Домой они пошли пешком. У мамы Эмы подтаивала краска на ресницах.
— Владислав, как ты мог!.. Зачем?
— Что зачем? Я ничего не делал! Я там даже мимо не проходил! Они подъехали, засунули в машину! Потому что Дым с дружками наговорил, будто это я!..
— С какой стати мальчики станут наговаривать на одноклассника?
— Да ты что! Я ж рассказывал, какой он, этот Дым!
Она сказала, скользнув по нему подмалеванными глазами:
— Ты, однако, тоже не сахар. Зачем ты обрезал брюки?
— Потому что жара. Все так носят.
— Испортил дорогую вещь. Думаешь, нам легко даются деньги?.. А теперь еще придется платить за стекло.
— Но я не разбивал! Почему ты не веришь?
— Какая разница, верю я или нет? Это ничего не меняет, раз дело пошло к судье. Судьи всегда верят милиции… полиции…
— Но есть же адвокаты!
— Ты упал с Луны? Какие адвокаты? Знаешь, сколько стоит адвокат? А мы высадили все деньги на путевки.

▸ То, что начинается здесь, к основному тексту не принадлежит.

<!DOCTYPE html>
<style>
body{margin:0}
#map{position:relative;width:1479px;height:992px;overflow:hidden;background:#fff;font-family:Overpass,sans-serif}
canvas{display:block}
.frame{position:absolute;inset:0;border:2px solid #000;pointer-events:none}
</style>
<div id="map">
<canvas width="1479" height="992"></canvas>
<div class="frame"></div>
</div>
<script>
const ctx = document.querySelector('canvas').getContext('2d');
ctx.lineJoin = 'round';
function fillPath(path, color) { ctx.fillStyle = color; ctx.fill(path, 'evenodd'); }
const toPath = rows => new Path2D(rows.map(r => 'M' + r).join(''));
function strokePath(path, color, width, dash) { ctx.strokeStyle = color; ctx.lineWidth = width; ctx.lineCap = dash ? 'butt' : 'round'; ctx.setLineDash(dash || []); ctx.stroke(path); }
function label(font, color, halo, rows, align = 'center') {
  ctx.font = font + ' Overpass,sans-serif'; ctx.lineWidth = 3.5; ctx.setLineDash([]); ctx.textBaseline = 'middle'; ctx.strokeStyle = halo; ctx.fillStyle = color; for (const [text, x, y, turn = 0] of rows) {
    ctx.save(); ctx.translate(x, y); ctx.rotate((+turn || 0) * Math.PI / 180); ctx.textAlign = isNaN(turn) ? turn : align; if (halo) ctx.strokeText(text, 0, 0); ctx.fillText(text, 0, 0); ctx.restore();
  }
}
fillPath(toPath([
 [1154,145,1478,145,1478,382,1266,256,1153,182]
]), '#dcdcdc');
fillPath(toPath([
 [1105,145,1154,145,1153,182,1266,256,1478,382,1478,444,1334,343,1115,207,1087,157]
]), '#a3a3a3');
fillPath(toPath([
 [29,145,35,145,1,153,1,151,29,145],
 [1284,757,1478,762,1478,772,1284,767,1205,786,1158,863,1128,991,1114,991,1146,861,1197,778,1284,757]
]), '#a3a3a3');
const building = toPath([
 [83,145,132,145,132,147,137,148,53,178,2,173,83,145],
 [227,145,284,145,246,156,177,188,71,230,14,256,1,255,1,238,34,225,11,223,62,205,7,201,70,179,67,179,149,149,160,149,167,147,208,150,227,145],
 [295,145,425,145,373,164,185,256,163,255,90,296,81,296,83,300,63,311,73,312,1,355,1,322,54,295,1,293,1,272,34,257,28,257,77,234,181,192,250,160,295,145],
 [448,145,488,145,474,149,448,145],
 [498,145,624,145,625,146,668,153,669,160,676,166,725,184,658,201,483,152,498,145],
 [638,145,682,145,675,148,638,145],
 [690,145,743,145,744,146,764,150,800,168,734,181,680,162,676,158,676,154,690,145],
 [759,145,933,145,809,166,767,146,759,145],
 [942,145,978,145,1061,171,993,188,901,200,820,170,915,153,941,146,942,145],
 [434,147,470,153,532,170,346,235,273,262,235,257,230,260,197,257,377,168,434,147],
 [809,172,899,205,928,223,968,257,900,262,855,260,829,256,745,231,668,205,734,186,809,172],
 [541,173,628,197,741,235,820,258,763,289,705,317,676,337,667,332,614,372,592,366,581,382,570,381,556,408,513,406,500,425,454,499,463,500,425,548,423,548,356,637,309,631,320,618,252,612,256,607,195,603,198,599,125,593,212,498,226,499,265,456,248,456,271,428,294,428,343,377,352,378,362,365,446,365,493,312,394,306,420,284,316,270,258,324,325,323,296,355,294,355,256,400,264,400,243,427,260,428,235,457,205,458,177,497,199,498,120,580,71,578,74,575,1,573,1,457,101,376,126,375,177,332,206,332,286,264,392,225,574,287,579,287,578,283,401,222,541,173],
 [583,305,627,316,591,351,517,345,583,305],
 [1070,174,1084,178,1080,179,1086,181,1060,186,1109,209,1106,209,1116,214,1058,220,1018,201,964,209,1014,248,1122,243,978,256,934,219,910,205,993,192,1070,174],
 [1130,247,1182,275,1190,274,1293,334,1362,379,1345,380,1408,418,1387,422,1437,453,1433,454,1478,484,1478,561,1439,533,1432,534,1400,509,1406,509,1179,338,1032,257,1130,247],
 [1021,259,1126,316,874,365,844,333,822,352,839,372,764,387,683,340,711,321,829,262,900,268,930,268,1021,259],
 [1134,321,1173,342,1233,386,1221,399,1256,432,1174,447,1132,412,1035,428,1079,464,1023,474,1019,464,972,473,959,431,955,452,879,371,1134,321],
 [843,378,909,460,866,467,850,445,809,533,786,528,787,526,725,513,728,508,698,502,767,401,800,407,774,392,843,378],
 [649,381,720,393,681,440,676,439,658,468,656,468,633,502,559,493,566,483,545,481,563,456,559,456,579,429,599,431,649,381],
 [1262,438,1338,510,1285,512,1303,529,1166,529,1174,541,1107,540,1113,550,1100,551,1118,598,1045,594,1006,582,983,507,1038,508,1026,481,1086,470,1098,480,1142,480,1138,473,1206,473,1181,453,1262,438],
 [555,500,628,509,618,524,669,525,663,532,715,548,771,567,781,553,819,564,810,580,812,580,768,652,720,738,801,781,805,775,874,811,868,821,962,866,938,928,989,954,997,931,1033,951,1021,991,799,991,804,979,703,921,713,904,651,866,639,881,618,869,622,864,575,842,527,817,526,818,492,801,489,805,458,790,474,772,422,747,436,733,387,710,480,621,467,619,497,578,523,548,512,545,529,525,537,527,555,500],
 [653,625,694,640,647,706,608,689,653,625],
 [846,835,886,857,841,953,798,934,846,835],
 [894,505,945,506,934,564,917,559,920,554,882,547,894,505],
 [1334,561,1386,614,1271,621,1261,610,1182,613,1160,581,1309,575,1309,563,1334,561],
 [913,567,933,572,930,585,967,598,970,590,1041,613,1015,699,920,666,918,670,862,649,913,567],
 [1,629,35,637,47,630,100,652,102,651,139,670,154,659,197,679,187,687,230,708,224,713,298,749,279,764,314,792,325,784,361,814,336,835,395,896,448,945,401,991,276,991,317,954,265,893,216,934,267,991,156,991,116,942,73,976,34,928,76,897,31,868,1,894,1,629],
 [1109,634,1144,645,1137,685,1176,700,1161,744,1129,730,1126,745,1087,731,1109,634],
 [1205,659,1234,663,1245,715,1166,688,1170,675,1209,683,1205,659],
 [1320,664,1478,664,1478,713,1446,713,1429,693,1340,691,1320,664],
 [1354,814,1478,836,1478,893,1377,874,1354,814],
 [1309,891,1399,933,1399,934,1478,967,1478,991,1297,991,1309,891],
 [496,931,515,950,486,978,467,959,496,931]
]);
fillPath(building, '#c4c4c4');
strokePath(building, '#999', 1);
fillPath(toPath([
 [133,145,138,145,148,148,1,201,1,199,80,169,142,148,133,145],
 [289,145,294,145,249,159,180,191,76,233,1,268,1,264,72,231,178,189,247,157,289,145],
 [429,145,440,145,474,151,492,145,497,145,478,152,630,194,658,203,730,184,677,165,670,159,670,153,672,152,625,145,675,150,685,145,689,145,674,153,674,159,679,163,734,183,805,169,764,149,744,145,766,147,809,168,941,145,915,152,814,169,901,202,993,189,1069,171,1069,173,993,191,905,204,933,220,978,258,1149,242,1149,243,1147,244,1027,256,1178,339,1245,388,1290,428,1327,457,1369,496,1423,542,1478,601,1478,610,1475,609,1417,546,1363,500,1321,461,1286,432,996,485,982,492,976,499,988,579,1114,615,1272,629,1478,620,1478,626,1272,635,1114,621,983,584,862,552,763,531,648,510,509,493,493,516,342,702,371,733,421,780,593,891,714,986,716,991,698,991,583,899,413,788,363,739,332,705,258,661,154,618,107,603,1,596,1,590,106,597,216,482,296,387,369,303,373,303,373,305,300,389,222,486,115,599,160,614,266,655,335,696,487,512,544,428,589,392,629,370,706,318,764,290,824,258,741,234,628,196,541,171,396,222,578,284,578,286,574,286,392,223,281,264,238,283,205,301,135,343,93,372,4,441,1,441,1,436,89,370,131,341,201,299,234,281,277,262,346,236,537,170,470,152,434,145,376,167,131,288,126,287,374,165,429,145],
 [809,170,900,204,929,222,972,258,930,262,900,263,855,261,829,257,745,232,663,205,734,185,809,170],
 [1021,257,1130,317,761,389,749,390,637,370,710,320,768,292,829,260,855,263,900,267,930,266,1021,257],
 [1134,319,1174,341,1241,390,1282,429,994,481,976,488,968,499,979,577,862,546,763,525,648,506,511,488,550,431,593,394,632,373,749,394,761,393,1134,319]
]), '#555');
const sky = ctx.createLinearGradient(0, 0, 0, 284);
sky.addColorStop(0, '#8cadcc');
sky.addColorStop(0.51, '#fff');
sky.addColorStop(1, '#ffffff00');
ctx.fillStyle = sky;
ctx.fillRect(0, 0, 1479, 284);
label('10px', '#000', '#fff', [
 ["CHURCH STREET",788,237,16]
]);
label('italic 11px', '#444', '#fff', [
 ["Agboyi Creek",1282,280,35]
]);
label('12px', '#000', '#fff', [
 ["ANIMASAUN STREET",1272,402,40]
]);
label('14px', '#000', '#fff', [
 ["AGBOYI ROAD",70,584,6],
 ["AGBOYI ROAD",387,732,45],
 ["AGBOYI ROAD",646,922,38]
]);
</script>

Путевки были двух видов: одна для Владика, в лагерь «Геолог», а две — для мамы Эмы и Льва Геннадьевича, на теплоход, идущий в круиз вокруг Европы. Мама Эма рассудила (а Лев Геннадьевич кивал), что мальчику рано плавать за границу, пусть поживет среди сверстников, а то у него никак не получаются контакты с коллективом.
Владик тогда не заспорил. Ни единым словечком. Но впервые показалось ему, что маме Эме он стал не нужен. Совсем.
И спросил свою маму:
«Это правда?»
«Мне трудно понять, малыш. Но, если даже правда, ты крепись. Помнишь, мы ведь говорили, что в жизни бывают нелегкие времена. А мама Эма. ей хочется своей личной жизни, раз не повезло с прежним мужем…»
Маме Эме хотелось личной жизни. А Владику не хотелось к незнакомым ребятам, в незнакомый лагерь, куда следом обязательно просочится прозвище «Кабул». Хотелось к морю, как в прошлом году. Но сейчас ему казалось, что и лагерь был бы радостью — по сравнению с тем, что произошло сегодня.